▶ **Working data**
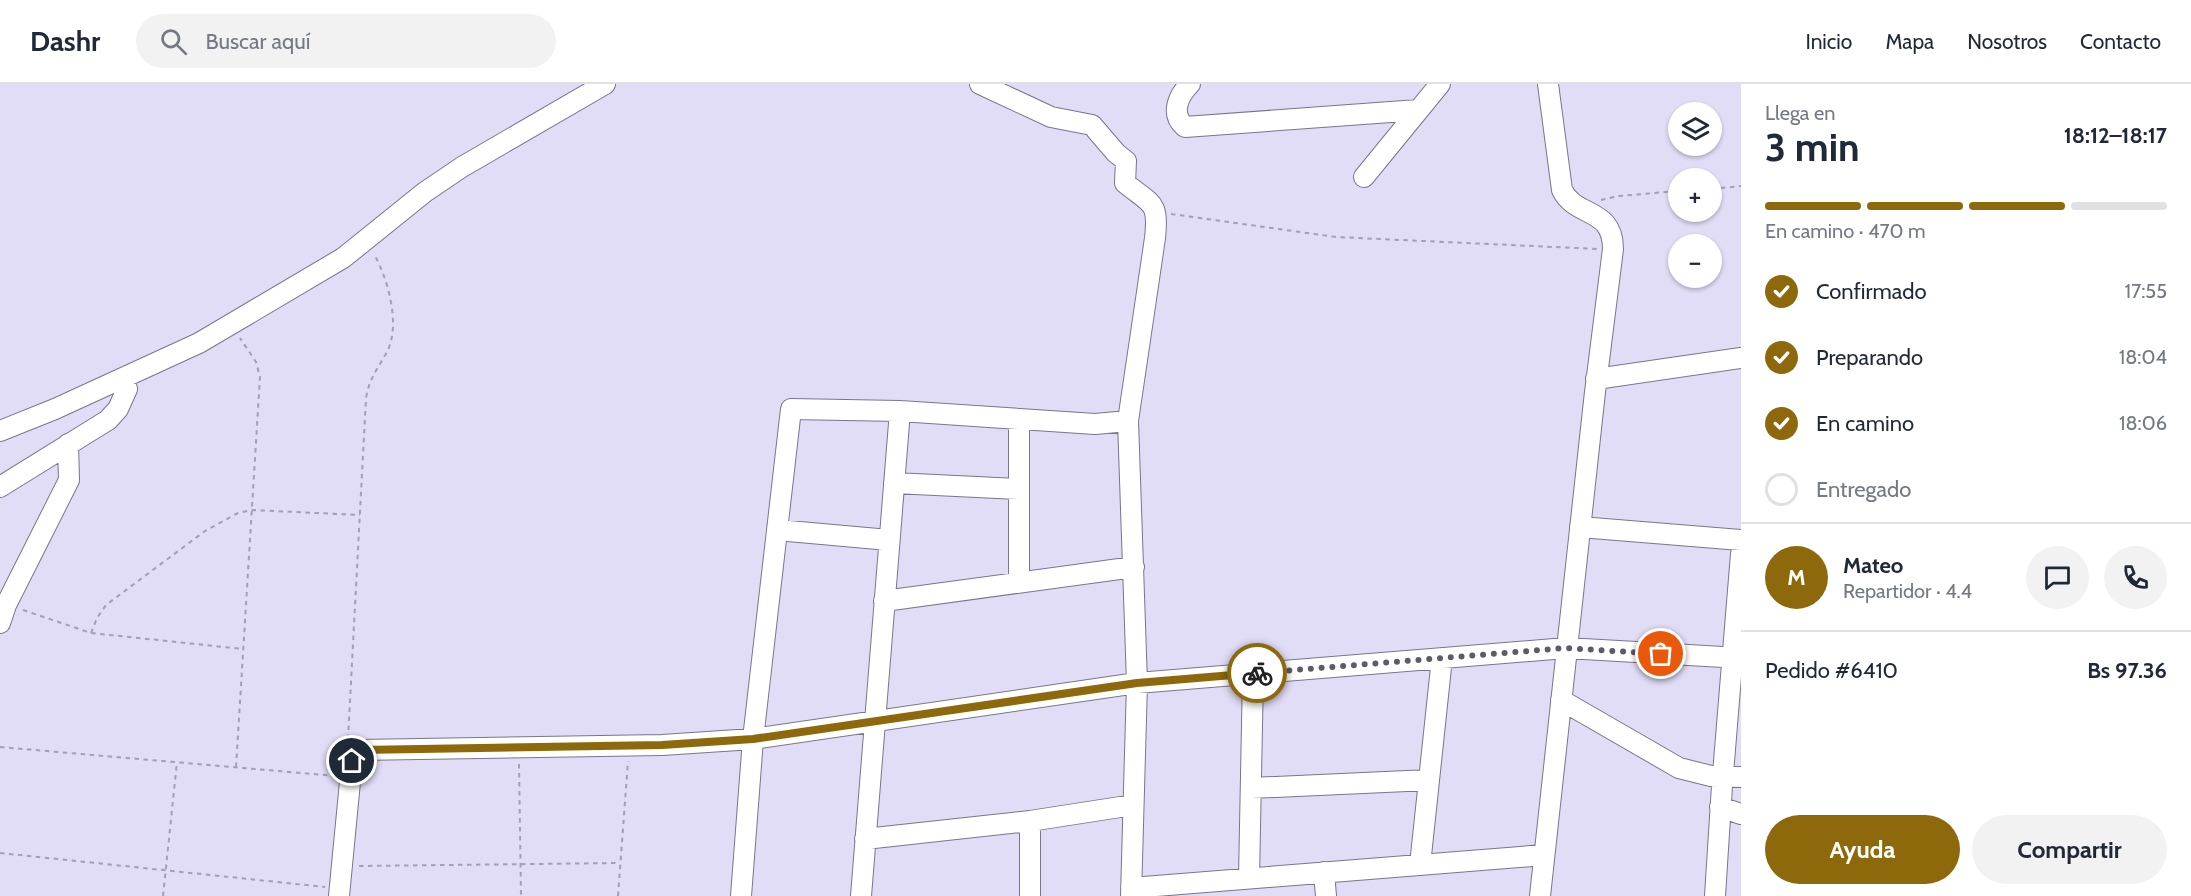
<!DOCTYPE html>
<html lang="es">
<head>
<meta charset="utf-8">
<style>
  body { margin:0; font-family:Cabin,sans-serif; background:#f2f2f3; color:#1f2937; height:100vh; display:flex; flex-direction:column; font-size:22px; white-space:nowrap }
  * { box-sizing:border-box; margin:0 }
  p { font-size:20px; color:#747a83 }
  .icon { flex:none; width:33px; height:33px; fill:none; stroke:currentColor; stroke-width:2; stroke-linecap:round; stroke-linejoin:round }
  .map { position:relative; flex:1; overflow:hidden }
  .sheet { display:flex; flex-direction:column; background:#fff; width:450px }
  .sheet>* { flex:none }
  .controls { position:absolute; left:1668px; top:18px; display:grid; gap:12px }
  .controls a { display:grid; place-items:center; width:54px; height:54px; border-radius:50%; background:#fff; box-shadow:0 2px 4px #0004; font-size:30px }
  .pin { position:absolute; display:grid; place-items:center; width:51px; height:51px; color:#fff; margin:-26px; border:3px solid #fff; border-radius:50%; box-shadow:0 2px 6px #0007 }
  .courier { position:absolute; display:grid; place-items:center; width:60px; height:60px; margin:-30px; border:4px solid #8d690b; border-radius:50%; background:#fff; color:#222; box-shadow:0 2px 8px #0007 }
  .head em { font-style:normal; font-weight:700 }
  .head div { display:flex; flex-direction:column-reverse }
  .head { display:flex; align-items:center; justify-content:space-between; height:102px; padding:0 24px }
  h1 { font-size:39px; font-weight:700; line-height:45px }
  .bar { display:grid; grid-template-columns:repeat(4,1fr); gap:9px 6px; align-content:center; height:72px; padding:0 24px }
  .bar i { height:8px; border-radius:4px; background:#e0e1e3 }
  .bar .on { background:#8d690b }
  .bar p { grid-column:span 4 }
  .line { display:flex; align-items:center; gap:15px; padding:0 24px; border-top:2px solid #e0e1e3 }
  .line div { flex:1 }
  .round { display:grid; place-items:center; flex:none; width:63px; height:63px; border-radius:32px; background:#f2f2f3 }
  ol { padding:0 24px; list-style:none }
  li { display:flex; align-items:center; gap:18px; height:66px }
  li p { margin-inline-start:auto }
  li .icon { padding:6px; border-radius:50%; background:#8d690b; color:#fff; stroke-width:4 }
  li:last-child { color:#747a83 }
  li i { width:33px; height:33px; border:3px solid #e0e1e3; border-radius:50% }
  .action { display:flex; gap:12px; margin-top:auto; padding:12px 24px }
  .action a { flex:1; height:69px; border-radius:36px; background:#8d690b; color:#fff; font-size:24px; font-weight:700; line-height:69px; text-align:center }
  .action a+a { background:#f2f2f3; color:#1f2937 }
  header { display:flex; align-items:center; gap:36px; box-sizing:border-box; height:84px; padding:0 30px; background:#fff; border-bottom:2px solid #e0e1e3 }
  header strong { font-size:28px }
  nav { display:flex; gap:33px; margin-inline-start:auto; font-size:21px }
  .search { width:420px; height:54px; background:#f2f2f3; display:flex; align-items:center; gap:15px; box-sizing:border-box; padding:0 21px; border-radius:33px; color:#747a83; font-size:22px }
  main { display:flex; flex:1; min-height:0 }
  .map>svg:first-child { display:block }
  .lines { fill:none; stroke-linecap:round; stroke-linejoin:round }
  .minor-casing { stroke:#79758c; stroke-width:22 }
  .path { stroke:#a29eb3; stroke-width:2; stroke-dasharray:4.5 4.5; stroke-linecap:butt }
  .minor { stroke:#fff; stroke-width:20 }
  .done { stroke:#5d5a69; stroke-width:6; stroke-dasharray:0 10.8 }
  .route { stroke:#8d690b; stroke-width:8 }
</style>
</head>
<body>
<header>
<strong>Dashr</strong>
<div class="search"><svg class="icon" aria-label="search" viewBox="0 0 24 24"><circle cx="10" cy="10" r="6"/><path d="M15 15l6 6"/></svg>Buscar aquí</div>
<nav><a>Inicio</a><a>Mapa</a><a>Nosotros</a><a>Contacto</a></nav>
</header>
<main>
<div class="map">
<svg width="1741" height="812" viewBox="0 0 1741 812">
  <rect width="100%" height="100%" fill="#e2ddf7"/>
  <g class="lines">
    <defs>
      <path id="minor" d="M 980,0 L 1051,33 L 1092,41 L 1116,69 L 1126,77 L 1125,99 C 1152,121 1159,117 1155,154 L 1128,337 L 1137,599 L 1131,812
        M 1190,0 C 1178,12 1170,30 1185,43 L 1418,26
        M 1364,93 L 1440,0
        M 1596,295 L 1741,274
        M 1019,335 L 1019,498
        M 0,347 L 55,325 L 199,259 L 343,174 L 425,108 L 462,83 L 605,0
        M 894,399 L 1019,405
        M 0,403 L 108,336 L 118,325 L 127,305 L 123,295
        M 1580,443 L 1741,456
        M 777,446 L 889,456
        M 884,517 L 1134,483
        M 0,539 L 6,521 L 69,396 L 68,360
        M 1561,616 L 1679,684 L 1711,692 L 1741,693
        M 1251,704 L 1429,696
        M 1720,723 L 1741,730
        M 865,755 L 1030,737 L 1133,721
        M 1420,781 L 1442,574
        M 1324,788 L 1326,812
        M 1249,794 L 1253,590
        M 1131,804 L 1544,771
        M 339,812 L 352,677 L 359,666 L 662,661 L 753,655 L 1137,599 L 1566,564 L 1741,574
        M 741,812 L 753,655 L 791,325 L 900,327 L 1095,340 L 1128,337
        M 861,812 L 900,327
        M 1030,812 L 1030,737
        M 1540,812 L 1595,308 L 1613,165 C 1613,123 1576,134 1562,106 L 1548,0
        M 1715,812 L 1722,702 L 1741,470"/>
    </defs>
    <use href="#minor" class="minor-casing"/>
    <path class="path" d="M 1712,105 L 1741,102
      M 1601,116 L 1619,112 L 1678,107
      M 1171,130 L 1336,153 L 1598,165
      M 23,526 L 91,549 L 243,565
      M 91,549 L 97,534 L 106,521 L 205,447 L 238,429 L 252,426 L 360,431
      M 348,655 L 366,314 C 369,295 378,284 387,268 C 401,241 388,195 374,170
      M 0,663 L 336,692
      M 519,680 L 521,812
      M 236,683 L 260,293 L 256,278 L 240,254
      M 0,769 L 325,803
      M 359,782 L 620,779
      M 163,812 L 177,678
      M 618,812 L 628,677"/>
    <use href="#minor" class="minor"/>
  </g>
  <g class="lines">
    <path class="done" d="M 1257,589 L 1566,564 L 1661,570"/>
    <path class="route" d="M 352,677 L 359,666 L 662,661 L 753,655 L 1137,599 L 1257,589"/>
  </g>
</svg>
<div class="controls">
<a><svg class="icon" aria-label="layers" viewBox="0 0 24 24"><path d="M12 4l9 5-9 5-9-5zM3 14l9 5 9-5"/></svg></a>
<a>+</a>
<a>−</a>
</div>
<div class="pin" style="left:1661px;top:570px;background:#ea580c"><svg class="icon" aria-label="bag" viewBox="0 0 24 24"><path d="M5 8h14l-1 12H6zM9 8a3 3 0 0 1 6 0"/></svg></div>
<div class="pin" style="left:352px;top:677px;background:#1f2937"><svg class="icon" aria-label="home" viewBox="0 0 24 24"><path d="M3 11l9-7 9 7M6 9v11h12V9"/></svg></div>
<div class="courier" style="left:1257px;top:589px"><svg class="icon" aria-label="bike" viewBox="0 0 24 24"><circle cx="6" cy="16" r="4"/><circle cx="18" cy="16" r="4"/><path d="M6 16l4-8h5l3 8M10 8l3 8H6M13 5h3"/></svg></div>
</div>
<section class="sheet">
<div class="head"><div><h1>3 min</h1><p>Llega en</p></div><em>18:12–18:17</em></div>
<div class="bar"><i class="on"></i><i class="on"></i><i class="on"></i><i></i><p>En camino · 470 m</p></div>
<ol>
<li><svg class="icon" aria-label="check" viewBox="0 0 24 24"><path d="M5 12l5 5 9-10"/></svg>Confirmado<p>17:55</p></li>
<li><svg class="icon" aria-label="check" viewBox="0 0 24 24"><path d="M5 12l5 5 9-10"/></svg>Preparando<p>18:04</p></li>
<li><svg class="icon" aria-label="check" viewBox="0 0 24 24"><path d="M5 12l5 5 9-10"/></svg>En camino<p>18:06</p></li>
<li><i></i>Entregado</li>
</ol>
<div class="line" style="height:108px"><b class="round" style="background:#8d690b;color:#fff">M</b><div><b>Mateo</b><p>Repartidor · 4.4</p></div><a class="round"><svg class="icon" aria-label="chat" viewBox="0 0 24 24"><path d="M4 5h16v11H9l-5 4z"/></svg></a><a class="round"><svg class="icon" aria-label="phone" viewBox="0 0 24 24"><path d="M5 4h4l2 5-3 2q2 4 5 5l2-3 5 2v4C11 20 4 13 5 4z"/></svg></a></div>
<div class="line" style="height:78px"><div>Pedido #6410</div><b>Bs 97.36</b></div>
<div class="action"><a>Ayuda</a><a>Compartir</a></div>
</section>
</main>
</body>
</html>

▶ **Problem statement**
Your answer should be the lines from the opening of the records through the line with "position:relative; flex:1; overflow:hidden", both ends retyped exactly and pictures left out.

▶ **Reply**
<!DOCTYPE html>
<html lang="es">
<head>
<meta charset="utf-8">
<style>
  body { margin:0; font-family:Cabin,sans-serif; background:#f2f2f3; color:#1f2937; height:100vh; display:flex; flex-direction:column; font-size:22px; white-space:nowrap }
  * { box-sizing:border-box; margin:0 }
  p { font-size:20px; color:#747a83 }
  .icon { flex:none; width:33px; height:33px; fill:none; stroke:currentColor; stroke-width:2; stroke-linecap:round; stroke-linejoin:round }
  .map { position:relative; flex:1; overflow:hidden }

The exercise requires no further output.